_ASSIGNED TASK:_
Below are some records; find each line that carries the word "canvas" and copy it.

(Data entries)
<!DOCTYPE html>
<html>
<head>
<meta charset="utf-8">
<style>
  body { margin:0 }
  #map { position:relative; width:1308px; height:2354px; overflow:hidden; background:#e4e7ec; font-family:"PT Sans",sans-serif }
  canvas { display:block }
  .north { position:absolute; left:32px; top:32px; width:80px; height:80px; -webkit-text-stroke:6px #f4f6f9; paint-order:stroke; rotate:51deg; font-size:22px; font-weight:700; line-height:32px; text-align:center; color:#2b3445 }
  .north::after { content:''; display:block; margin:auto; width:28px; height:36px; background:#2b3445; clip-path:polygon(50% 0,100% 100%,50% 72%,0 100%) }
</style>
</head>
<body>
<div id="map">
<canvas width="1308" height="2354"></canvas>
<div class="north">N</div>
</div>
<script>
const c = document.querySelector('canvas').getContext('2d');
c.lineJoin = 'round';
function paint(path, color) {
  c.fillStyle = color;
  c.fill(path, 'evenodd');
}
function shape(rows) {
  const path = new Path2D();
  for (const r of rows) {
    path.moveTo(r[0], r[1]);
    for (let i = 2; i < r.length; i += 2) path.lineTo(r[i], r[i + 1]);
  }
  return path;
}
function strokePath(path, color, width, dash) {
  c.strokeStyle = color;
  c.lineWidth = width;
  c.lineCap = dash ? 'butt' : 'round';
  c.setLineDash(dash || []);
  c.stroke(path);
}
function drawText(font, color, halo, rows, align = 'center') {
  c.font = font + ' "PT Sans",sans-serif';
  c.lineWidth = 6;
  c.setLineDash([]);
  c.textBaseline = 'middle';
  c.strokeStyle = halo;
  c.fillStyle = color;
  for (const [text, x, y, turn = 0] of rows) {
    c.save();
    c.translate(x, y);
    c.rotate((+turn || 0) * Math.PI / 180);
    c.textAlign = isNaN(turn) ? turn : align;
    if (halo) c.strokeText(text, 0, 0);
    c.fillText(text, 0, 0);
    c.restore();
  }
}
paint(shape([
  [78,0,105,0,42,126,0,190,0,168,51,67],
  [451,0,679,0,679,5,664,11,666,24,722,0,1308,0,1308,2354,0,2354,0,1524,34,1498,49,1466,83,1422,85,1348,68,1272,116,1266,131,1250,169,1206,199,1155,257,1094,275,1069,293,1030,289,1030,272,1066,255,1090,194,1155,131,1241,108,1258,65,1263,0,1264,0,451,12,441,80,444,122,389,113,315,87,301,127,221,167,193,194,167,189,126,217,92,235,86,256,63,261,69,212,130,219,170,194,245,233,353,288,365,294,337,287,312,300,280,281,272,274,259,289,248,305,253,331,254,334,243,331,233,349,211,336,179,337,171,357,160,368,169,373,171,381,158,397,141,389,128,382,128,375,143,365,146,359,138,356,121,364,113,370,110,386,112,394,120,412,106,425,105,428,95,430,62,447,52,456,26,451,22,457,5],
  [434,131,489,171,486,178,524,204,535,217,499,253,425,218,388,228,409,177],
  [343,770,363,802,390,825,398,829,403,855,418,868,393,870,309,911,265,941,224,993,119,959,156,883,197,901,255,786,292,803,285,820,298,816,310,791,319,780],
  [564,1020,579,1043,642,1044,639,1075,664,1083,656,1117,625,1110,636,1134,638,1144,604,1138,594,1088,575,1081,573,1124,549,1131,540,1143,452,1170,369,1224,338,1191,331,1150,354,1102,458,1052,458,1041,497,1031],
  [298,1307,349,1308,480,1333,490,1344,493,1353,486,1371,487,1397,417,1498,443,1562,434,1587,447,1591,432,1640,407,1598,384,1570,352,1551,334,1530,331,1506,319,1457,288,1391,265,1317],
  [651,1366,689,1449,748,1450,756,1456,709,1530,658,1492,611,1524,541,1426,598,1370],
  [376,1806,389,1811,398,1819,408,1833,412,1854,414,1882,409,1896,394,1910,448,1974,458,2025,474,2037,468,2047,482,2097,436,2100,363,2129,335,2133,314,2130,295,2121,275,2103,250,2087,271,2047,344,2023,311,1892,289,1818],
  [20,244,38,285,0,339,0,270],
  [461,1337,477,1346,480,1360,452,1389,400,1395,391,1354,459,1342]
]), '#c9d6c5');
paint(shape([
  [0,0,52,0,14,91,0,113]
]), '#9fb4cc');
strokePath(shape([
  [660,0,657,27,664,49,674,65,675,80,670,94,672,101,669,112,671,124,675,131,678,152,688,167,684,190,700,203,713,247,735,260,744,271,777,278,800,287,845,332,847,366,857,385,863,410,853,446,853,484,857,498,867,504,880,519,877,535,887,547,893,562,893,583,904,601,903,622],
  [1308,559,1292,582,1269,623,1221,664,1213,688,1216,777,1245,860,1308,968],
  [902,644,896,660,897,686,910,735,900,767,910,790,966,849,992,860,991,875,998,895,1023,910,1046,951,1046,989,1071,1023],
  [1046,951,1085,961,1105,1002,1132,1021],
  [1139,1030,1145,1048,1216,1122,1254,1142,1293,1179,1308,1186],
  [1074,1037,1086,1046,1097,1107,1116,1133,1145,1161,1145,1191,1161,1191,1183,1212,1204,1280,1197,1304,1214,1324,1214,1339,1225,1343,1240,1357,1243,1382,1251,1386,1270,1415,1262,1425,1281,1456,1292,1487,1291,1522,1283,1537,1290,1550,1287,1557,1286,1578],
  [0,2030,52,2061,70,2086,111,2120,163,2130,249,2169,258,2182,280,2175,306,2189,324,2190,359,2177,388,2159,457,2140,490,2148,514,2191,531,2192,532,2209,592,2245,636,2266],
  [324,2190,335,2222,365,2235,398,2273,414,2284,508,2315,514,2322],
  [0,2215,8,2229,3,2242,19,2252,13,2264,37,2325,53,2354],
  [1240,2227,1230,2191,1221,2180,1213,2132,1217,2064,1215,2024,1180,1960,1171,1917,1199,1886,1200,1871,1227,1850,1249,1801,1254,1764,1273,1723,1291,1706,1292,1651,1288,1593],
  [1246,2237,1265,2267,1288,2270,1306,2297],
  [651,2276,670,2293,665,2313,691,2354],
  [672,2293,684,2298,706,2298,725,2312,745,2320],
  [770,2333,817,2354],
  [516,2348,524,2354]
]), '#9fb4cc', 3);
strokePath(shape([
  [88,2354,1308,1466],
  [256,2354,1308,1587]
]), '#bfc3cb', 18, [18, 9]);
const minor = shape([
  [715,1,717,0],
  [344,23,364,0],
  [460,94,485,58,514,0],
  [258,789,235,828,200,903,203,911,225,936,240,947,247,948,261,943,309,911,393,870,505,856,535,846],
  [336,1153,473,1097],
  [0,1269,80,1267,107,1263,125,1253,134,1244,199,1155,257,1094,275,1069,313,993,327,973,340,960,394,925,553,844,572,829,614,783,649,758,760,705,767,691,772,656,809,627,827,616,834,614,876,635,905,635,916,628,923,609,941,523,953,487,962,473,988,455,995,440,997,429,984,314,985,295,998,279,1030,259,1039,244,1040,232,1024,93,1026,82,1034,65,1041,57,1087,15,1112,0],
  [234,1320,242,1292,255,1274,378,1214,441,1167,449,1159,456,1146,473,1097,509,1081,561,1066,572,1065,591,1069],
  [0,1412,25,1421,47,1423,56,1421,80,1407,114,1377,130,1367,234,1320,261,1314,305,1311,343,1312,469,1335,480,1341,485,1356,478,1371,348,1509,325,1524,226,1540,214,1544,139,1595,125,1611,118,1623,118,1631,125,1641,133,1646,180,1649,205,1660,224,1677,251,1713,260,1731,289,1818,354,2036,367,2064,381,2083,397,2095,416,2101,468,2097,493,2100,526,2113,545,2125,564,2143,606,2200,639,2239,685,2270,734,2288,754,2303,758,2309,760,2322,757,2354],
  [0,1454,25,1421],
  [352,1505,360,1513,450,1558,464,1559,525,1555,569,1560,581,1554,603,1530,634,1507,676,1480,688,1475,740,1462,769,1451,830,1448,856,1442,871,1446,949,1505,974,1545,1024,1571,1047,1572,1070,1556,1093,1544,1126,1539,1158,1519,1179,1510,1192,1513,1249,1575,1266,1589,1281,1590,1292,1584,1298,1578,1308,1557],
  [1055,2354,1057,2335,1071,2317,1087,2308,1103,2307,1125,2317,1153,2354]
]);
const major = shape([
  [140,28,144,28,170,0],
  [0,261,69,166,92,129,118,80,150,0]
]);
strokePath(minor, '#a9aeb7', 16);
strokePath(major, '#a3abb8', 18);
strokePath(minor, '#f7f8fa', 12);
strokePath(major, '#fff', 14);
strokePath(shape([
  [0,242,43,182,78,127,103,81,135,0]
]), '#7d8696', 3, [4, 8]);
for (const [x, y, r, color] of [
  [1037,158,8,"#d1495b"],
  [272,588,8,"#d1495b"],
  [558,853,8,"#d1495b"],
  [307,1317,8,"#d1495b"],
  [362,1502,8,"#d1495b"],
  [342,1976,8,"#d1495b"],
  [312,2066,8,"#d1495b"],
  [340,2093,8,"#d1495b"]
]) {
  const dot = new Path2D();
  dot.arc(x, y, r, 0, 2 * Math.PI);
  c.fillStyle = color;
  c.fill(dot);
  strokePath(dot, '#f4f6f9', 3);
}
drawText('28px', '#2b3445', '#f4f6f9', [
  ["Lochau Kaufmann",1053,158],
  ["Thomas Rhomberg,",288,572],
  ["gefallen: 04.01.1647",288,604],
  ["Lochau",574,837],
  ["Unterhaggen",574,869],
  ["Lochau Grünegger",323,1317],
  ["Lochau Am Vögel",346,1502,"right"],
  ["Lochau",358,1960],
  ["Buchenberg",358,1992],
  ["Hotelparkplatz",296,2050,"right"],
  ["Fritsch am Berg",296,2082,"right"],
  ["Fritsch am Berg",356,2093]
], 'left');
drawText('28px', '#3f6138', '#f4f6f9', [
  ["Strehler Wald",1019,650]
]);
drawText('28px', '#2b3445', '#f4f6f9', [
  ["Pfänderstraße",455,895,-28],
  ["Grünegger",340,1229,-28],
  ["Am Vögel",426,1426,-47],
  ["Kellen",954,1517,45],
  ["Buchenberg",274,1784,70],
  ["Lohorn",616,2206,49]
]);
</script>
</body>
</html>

_SOLUTION TO THIS EXERCISE:_
  canvas { display:block }
<canvas width="1308" height="2354"></canvas>
const c = document.querySelector('canvas').getContext('2d');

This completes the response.